→ Required action
Produce as output only the lines below starting at the line with "const shape = rows" and continuing through the line with "function label(font, color, halo, rows, align", each one exactly as written.

→ Supplied data

•••

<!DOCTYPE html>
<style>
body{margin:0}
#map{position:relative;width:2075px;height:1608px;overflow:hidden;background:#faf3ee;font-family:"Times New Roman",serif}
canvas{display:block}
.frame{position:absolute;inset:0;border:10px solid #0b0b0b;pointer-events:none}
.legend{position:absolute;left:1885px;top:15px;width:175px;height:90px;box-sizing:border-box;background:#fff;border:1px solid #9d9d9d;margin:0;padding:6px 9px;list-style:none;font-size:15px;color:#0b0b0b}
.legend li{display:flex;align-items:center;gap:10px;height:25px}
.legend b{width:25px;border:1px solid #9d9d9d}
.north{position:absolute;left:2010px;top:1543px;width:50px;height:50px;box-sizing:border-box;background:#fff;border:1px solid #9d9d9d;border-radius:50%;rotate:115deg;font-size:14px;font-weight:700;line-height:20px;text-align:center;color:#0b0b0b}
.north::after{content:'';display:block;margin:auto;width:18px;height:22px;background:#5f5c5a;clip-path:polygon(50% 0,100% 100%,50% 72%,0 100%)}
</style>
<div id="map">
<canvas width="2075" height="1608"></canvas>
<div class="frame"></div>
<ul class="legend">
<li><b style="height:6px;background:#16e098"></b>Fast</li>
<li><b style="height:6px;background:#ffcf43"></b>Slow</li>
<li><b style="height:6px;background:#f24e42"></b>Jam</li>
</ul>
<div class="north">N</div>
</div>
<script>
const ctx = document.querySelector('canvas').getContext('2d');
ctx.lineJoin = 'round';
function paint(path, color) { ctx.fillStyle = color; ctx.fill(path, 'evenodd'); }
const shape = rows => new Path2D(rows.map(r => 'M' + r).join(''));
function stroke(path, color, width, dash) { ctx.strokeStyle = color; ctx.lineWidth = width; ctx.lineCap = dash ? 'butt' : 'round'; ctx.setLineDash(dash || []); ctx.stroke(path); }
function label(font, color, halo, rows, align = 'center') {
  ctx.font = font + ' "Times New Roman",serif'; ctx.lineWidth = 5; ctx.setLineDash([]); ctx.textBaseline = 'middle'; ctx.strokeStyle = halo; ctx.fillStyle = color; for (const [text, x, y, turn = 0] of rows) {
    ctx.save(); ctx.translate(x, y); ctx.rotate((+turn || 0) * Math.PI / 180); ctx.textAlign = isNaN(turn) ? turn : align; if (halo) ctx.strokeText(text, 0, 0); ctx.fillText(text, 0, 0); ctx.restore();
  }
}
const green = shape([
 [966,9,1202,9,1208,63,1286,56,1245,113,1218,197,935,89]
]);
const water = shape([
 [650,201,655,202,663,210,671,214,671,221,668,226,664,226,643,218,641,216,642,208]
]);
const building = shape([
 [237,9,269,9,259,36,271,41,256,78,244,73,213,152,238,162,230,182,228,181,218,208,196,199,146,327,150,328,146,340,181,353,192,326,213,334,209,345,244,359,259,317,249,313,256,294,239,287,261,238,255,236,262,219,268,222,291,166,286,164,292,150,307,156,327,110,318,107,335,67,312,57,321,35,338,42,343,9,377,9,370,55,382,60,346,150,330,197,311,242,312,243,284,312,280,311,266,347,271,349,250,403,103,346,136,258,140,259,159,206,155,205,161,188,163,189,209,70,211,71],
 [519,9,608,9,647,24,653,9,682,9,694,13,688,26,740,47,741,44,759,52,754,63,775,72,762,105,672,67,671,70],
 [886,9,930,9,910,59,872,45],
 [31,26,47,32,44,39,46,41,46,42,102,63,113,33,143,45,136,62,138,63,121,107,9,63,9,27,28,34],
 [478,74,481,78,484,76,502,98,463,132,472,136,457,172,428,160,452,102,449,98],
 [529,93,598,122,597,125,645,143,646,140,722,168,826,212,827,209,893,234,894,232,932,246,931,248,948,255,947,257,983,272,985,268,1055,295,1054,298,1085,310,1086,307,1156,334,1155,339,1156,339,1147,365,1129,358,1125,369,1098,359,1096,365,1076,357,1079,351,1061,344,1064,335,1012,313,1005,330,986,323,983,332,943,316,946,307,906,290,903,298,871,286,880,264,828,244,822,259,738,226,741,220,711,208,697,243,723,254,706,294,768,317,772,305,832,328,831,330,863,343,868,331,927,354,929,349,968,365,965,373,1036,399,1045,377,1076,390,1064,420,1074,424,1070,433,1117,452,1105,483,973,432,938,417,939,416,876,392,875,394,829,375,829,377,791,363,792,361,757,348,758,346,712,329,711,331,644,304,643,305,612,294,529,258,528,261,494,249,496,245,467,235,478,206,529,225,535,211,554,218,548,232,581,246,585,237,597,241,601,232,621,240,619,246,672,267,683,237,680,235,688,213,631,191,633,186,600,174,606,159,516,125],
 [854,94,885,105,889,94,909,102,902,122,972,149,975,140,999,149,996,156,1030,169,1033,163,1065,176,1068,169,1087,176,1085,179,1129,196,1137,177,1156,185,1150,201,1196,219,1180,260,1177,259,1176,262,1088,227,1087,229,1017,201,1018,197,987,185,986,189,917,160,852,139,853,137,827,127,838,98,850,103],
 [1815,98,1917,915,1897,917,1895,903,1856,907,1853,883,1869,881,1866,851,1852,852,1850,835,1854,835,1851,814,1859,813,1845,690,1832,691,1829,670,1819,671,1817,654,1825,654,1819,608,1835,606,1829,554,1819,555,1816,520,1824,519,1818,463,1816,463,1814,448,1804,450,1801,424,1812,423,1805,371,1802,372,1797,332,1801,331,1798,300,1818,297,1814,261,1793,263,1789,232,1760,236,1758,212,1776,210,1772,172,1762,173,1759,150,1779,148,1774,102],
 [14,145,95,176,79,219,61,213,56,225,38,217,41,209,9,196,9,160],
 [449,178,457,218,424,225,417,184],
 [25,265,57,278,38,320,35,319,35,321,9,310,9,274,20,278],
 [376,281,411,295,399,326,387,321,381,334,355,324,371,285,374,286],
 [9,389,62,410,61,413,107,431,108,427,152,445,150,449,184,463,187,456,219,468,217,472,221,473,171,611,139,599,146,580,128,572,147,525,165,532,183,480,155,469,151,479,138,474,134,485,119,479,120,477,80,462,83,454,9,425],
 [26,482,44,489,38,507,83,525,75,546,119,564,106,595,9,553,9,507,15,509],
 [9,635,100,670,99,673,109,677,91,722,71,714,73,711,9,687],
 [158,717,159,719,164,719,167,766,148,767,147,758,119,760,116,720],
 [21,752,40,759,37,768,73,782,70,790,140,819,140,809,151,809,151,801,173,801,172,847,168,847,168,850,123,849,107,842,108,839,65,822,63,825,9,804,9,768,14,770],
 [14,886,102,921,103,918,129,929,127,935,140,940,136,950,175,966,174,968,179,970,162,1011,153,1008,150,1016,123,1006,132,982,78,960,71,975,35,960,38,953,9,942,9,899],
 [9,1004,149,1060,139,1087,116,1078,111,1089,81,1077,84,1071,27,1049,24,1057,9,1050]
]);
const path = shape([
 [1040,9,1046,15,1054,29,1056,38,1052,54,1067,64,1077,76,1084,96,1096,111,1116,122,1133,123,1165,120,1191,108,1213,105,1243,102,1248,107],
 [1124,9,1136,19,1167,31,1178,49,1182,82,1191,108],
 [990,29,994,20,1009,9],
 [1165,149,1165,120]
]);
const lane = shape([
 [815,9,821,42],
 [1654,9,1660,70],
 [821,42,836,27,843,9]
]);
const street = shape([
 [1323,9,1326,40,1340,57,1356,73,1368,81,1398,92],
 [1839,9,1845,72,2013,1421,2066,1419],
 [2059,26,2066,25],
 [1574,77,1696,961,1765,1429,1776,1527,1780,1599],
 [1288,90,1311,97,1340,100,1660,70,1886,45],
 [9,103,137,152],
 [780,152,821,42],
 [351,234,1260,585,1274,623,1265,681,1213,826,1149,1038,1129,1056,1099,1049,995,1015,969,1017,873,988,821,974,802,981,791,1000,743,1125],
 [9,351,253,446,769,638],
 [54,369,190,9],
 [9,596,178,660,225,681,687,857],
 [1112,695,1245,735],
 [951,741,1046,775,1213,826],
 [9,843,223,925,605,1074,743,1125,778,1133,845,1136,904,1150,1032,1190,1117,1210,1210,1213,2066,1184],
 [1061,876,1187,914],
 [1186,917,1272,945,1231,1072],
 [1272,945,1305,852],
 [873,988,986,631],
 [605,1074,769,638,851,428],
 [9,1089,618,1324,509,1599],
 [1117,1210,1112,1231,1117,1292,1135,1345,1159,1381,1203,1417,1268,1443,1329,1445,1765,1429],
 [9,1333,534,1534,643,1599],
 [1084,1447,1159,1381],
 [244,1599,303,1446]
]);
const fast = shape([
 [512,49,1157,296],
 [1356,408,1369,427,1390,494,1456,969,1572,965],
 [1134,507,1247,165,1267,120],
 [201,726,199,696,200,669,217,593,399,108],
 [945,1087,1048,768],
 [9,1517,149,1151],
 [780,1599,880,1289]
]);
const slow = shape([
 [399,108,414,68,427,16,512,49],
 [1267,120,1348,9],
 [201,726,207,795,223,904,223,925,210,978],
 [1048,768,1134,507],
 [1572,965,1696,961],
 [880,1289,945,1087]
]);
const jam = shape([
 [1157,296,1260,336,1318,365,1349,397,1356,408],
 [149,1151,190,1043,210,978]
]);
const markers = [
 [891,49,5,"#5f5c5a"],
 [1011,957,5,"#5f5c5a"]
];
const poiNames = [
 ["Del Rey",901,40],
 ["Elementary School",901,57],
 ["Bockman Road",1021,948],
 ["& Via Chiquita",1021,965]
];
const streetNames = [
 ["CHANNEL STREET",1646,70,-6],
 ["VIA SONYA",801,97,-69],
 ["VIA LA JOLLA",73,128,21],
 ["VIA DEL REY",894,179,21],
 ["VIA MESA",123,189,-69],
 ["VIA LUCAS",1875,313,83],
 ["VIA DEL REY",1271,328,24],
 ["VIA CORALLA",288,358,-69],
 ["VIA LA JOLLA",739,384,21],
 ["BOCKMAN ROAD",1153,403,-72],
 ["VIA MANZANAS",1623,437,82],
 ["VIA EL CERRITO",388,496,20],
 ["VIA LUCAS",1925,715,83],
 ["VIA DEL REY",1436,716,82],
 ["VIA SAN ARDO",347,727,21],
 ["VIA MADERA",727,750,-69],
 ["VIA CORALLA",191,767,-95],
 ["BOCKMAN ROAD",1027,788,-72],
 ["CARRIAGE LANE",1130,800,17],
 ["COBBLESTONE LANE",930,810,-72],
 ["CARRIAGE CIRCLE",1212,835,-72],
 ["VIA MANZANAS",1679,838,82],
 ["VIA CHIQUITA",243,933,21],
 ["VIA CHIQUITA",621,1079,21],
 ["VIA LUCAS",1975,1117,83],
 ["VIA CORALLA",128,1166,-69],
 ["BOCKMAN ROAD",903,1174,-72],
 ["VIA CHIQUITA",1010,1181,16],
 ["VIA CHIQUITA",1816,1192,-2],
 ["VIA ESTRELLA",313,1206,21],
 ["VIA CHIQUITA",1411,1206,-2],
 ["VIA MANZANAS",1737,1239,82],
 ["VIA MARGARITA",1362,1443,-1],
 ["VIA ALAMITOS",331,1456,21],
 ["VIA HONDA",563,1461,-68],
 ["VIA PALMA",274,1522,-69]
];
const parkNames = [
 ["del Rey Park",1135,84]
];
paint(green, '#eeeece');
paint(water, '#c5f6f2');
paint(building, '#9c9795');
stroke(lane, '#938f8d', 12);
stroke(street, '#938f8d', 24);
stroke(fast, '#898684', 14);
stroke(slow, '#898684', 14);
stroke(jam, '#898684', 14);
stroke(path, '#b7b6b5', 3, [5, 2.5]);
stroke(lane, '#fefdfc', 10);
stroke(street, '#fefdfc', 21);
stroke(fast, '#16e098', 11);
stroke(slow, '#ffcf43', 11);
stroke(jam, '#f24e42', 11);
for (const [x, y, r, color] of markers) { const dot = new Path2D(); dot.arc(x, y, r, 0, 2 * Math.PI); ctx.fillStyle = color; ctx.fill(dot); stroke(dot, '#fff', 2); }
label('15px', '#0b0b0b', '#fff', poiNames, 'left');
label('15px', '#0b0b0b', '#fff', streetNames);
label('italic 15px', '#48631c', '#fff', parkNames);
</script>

•••

→ Reply to the exercise
const shape = rows => new Path2D(rows.map(r => 'M' + r).join(''));
function stroke(path, color, width, dash) { ctx.strokeStyle = color; ctx.lineWidth = width; ctx.lineCap = dash ? 'butt' : 'round'; ctx.setLineDash(dash || []); ctx.stroke(path); }
function label(font, color, halo, rows, align = 'center') {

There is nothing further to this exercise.